# TASK REQUIREMENTS:
Every line in the material below that includes "stream" should be copied.

# SUPPLIED DATA:
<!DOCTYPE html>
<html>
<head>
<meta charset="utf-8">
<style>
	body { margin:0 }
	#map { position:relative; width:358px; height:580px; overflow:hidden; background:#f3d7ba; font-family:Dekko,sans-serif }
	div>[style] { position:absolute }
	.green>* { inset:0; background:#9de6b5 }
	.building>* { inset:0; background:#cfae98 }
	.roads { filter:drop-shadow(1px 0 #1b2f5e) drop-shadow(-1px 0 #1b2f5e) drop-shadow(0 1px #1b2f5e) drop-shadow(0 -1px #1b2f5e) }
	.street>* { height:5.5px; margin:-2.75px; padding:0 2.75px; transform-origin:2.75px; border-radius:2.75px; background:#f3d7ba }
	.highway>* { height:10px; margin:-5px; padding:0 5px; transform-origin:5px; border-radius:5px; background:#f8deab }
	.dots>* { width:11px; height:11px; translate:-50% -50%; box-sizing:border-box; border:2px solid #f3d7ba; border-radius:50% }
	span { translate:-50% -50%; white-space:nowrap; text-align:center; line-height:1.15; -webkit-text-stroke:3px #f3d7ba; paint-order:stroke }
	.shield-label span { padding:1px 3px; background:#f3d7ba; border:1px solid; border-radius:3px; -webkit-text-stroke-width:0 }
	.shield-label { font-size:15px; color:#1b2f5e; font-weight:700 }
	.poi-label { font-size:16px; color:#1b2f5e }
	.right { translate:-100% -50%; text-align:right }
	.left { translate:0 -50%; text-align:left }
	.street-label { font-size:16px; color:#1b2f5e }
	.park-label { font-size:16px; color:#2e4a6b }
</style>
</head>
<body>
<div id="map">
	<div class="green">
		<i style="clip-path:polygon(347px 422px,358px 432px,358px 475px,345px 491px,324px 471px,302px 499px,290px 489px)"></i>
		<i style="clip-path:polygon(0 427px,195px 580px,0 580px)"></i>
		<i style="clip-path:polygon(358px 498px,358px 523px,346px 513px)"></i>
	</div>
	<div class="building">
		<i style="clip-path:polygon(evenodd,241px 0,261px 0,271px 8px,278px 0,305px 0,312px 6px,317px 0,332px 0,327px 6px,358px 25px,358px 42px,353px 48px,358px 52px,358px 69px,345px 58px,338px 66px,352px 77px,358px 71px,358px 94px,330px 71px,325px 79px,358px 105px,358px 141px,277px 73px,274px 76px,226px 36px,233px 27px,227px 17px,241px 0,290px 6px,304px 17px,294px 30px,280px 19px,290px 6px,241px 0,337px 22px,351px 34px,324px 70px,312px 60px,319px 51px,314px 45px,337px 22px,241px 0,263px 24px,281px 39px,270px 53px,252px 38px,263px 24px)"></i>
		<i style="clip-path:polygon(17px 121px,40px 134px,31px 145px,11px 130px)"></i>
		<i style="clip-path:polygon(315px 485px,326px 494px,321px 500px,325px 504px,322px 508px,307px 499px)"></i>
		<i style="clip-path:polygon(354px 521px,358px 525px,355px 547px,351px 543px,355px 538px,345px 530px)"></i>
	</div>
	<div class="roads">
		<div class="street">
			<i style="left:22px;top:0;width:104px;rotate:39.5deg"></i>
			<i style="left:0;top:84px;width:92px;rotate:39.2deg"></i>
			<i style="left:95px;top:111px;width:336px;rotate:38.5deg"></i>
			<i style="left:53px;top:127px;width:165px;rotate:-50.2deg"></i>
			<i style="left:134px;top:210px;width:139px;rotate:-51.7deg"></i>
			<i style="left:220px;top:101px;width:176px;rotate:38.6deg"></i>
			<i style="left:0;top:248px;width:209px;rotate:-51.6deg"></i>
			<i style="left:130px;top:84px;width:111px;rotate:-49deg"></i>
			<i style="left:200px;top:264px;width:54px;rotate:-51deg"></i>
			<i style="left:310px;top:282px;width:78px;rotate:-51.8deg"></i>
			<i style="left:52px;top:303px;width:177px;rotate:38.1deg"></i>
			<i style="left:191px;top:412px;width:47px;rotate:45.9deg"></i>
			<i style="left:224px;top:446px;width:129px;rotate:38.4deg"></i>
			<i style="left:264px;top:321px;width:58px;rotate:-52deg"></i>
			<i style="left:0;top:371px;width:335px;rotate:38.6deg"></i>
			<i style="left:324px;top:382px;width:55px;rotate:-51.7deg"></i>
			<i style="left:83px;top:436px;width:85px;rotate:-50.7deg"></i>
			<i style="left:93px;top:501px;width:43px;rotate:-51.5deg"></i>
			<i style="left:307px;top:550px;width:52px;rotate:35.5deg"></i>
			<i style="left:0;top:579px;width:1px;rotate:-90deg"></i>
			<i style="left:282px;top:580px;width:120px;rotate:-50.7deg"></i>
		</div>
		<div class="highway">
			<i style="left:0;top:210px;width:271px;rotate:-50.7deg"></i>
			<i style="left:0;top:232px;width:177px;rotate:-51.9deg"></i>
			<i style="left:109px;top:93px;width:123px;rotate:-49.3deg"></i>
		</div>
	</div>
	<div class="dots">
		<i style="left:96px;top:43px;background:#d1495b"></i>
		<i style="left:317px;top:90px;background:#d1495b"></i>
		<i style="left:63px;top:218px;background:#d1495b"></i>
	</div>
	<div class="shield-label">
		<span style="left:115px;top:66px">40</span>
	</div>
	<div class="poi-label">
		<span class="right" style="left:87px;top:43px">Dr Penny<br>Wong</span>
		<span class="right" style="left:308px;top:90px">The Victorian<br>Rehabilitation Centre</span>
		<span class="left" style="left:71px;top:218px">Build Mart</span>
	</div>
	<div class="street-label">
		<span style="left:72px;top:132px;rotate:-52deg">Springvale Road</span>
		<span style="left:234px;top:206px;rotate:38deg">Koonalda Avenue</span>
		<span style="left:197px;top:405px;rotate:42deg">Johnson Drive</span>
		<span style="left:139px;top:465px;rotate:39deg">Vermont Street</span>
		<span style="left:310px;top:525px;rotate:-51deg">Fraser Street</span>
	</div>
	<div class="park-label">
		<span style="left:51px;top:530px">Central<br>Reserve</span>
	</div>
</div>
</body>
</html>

--

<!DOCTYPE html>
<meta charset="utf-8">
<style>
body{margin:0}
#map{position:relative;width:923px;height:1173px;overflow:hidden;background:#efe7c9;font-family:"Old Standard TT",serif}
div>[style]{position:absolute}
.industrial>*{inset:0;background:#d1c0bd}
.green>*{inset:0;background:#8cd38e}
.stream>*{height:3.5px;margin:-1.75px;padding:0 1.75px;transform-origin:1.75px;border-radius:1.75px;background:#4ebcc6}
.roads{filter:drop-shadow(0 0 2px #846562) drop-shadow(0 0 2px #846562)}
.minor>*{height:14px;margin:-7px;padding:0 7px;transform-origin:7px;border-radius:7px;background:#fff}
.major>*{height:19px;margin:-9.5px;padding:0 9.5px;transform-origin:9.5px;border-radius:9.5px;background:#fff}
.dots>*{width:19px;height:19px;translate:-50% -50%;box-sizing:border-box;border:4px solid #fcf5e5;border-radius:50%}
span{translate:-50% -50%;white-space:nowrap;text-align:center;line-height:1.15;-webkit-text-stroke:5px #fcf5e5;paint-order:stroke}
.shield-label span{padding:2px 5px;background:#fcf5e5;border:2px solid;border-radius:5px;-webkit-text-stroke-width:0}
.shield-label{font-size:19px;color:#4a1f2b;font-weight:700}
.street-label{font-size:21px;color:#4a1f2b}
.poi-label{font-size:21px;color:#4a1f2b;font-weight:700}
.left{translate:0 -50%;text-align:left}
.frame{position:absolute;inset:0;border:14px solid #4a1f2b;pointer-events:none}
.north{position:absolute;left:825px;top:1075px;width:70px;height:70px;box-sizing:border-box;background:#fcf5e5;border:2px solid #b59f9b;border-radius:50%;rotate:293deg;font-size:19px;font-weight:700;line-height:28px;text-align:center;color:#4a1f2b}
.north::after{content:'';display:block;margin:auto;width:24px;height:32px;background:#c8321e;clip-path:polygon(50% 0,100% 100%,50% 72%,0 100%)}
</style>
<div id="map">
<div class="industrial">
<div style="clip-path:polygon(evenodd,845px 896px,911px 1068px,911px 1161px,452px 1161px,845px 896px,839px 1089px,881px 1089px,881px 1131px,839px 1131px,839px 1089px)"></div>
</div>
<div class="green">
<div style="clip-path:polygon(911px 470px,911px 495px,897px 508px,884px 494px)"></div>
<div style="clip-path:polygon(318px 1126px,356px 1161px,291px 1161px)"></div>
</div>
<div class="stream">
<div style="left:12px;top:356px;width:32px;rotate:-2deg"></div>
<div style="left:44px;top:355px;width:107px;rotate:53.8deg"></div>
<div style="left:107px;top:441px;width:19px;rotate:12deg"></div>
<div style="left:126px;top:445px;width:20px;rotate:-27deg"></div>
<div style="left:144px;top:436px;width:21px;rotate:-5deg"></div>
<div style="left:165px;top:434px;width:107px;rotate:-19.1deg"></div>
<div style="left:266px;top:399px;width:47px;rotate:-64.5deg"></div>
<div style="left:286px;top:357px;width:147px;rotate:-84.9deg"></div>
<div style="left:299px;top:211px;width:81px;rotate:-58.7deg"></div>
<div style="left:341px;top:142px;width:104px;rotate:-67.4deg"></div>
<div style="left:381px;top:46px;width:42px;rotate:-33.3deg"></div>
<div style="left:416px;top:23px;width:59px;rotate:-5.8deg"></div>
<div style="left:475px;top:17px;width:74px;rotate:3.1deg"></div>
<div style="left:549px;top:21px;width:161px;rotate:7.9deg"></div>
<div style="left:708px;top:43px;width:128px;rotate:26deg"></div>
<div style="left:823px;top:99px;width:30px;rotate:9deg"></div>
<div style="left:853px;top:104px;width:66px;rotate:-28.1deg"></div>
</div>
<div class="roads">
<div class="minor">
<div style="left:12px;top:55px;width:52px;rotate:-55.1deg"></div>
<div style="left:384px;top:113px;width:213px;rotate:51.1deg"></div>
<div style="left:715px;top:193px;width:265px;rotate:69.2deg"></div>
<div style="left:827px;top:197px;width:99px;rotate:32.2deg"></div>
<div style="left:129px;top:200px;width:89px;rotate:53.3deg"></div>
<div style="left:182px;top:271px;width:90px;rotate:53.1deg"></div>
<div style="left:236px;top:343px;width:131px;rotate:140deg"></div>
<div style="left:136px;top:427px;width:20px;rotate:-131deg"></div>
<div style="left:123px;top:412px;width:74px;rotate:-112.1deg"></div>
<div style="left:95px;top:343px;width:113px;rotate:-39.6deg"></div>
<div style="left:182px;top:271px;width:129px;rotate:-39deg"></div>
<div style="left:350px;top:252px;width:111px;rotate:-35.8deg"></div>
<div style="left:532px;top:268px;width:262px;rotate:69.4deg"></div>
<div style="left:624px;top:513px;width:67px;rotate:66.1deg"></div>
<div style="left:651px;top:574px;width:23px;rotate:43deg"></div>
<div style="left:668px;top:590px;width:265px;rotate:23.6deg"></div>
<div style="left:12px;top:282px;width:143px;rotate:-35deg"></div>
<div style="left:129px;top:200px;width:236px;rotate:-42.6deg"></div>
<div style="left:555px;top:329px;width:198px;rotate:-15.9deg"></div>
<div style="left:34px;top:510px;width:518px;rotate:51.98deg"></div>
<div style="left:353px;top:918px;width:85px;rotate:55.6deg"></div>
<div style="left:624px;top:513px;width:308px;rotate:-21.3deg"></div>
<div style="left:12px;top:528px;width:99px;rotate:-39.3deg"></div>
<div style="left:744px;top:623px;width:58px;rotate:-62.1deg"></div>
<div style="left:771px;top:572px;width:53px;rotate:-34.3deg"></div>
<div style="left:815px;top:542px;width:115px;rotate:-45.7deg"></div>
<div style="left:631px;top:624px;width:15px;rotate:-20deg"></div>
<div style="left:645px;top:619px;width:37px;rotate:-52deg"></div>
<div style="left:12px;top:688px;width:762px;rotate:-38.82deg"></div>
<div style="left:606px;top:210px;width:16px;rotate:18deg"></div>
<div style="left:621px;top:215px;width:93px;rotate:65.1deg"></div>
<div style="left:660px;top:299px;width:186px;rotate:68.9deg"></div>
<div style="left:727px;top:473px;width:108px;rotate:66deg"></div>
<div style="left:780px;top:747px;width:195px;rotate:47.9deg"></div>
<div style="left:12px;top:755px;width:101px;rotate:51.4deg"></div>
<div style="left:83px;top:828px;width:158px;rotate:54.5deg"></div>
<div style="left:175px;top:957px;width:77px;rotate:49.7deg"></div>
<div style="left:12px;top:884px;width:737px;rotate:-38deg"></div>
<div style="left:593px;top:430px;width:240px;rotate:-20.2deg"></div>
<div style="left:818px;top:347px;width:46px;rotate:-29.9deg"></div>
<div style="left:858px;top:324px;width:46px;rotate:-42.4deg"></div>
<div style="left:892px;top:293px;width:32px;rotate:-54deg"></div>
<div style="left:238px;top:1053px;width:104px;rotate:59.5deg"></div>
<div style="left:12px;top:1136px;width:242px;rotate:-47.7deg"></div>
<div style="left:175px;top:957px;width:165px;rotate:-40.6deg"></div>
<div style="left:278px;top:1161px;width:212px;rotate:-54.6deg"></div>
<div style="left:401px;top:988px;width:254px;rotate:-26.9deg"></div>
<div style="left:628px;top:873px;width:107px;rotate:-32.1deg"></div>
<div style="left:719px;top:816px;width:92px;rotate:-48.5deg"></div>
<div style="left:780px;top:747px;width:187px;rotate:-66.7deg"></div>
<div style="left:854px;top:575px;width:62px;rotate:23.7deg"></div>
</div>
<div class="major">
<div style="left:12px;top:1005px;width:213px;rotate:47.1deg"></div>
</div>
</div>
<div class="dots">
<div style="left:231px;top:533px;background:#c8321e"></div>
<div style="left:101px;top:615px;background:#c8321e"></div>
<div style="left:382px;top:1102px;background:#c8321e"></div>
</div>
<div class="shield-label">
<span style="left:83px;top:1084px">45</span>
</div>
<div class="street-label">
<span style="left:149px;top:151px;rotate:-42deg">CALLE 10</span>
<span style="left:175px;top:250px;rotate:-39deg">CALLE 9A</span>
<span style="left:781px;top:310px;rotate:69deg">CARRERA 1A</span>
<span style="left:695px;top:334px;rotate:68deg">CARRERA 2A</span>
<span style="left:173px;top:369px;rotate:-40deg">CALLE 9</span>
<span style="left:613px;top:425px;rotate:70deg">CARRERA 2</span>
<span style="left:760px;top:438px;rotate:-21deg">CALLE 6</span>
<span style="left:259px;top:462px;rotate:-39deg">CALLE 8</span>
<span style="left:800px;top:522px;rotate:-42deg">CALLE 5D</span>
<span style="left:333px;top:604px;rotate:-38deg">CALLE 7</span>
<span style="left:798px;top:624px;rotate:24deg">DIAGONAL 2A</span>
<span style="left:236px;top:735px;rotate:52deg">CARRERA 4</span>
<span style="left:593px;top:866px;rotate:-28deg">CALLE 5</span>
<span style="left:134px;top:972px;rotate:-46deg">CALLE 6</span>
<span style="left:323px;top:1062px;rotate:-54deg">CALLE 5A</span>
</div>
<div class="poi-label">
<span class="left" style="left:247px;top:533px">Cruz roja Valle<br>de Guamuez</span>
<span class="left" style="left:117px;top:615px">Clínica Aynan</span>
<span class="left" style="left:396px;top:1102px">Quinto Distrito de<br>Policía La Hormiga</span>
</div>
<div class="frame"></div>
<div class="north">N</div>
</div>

---

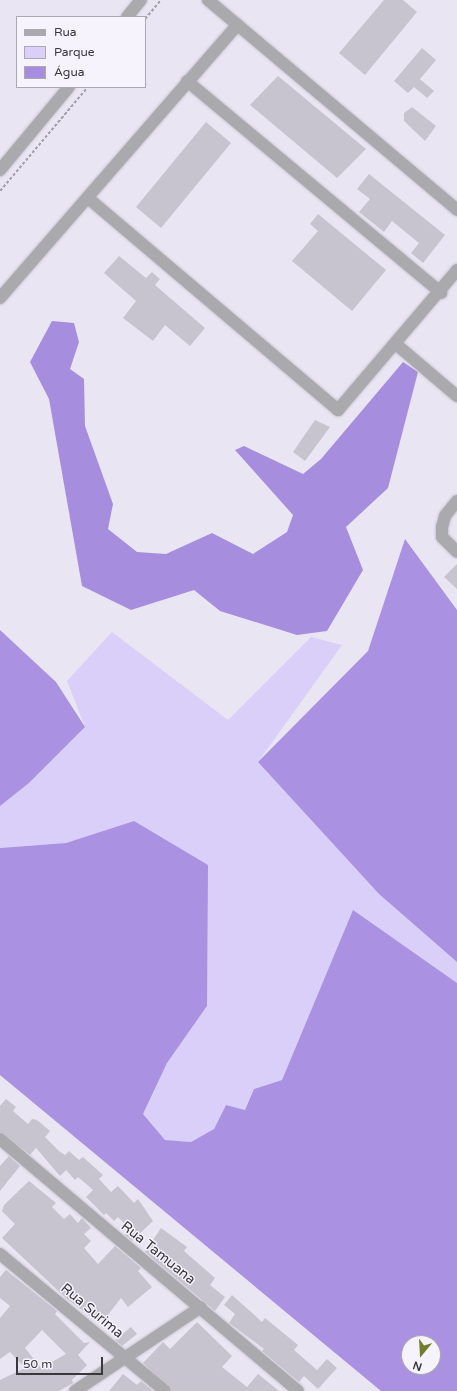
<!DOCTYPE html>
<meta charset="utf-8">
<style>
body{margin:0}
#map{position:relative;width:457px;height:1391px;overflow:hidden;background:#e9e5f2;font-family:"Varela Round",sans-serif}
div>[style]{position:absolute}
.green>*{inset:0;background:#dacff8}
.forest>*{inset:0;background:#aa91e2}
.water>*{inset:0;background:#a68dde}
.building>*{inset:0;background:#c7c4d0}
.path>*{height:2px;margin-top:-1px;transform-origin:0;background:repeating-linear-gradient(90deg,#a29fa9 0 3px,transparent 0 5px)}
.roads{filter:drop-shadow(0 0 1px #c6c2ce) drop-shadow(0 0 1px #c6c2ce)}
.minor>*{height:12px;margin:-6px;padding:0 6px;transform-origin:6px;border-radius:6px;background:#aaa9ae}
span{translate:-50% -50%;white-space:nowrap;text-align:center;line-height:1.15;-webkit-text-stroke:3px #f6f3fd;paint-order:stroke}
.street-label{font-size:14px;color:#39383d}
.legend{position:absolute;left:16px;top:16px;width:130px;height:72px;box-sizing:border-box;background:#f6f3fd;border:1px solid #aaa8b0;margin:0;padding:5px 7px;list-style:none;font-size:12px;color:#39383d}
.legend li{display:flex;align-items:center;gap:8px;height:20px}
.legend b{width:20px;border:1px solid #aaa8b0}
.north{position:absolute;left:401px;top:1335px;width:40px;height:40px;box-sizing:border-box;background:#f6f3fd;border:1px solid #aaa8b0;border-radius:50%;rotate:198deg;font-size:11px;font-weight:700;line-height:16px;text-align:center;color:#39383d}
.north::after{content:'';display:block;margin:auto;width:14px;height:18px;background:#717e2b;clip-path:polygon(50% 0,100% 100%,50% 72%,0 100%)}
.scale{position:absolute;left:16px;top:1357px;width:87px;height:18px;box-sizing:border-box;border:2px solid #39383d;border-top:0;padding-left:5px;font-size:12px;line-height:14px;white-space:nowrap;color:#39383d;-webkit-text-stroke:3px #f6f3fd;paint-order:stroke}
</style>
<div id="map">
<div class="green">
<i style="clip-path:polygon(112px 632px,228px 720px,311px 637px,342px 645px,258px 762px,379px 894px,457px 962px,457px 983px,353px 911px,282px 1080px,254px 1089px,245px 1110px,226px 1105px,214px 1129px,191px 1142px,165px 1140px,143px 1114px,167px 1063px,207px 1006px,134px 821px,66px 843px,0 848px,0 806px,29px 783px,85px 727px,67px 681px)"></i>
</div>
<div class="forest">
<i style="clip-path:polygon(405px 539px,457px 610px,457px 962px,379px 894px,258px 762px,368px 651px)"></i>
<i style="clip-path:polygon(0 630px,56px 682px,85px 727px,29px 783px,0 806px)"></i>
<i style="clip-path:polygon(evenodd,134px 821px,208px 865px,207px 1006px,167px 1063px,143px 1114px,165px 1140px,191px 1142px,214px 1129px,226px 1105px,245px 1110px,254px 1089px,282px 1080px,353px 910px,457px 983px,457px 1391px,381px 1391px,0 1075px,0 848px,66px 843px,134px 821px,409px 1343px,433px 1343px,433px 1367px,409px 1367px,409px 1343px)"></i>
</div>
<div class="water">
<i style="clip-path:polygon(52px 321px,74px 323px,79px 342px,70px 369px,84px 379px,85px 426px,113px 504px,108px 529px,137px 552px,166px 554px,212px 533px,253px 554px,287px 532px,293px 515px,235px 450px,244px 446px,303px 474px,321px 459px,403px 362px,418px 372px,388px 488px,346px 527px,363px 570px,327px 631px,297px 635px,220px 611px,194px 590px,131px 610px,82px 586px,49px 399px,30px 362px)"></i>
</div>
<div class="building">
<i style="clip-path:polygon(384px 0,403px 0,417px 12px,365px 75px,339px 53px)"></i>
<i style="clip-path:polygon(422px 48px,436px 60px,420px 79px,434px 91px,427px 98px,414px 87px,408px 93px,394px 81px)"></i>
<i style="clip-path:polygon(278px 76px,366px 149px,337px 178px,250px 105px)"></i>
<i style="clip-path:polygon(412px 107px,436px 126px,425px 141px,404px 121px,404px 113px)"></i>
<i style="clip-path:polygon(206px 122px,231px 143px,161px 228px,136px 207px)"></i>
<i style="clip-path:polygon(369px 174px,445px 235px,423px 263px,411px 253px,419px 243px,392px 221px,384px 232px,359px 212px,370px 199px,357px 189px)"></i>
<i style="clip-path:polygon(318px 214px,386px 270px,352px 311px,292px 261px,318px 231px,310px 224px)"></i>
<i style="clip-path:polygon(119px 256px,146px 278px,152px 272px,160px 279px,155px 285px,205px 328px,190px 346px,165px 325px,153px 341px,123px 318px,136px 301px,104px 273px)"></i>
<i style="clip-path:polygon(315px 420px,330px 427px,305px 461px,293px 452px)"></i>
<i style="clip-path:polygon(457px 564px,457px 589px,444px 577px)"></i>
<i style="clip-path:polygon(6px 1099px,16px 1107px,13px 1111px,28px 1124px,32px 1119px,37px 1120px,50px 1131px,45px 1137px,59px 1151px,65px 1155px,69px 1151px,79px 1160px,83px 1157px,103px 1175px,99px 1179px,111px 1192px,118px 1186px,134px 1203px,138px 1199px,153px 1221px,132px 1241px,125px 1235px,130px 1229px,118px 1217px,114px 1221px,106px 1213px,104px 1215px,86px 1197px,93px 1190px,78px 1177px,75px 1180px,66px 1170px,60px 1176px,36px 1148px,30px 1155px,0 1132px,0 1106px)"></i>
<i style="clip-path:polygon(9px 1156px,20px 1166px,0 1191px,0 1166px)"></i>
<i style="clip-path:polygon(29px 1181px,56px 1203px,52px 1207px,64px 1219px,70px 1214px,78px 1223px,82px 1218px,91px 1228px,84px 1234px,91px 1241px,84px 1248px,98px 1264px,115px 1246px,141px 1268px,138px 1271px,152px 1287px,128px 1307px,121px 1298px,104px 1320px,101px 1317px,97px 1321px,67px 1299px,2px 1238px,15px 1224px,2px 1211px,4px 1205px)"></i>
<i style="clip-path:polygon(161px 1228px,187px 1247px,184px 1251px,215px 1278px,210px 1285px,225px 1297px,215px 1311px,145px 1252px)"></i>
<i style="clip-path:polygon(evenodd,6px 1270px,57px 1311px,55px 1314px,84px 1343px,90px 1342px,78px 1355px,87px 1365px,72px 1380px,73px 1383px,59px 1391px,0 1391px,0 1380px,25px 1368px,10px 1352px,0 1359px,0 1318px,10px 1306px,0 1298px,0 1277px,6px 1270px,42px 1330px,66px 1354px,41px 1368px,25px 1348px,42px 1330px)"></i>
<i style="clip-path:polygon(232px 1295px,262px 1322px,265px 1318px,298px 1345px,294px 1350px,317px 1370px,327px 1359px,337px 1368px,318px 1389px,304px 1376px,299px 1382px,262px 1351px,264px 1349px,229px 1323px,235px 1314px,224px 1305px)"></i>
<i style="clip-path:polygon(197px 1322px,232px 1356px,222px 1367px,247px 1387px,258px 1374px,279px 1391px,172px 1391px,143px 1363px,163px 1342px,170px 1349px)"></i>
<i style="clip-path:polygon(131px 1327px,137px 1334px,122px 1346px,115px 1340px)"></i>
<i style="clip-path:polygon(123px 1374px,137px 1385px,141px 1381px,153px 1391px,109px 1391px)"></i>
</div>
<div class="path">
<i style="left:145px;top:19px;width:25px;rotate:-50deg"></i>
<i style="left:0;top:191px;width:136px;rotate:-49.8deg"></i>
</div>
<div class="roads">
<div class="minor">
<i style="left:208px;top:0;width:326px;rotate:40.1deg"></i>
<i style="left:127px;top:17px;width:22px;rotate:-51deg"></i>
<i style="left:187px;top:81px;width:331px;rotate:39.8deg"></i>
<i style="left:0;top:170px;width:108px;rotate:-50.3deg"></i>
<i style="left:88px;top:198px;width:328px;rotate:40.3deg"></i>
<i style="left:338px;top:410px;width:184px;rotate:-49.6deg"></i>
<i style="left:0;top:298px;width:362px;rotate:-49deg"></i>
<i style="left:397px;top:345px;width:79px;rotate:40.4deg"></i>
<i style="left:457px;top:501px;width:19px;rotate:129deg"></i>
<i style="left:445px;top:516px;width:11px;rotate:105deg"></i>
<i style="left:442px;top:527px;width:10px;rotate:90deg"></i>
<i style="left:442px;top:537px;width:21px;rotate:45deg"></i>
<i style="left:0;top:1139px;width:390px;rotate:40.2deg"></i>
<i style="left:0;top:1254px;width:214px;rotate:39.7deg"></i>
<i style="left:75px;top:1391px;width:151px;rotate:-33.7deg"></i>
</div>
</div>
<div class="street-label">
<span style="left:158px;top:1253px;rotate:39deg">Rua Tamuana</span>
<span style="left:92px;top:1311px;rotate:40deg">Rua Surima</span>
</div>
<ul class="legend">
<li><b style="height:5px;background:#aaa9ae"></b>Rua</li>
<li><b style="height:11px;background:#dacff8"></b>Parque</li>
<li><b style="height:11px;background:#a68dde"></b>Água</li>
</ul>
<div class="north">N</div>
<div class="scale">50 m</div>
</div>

# SOLVED EXERCISE:
.stream>*{height:3.5px;margin:-1.75px;padding:0 1.75px;transform-origin:1.75px;border-radius:1.75px;background:#4ebcc6}
<div class="stream">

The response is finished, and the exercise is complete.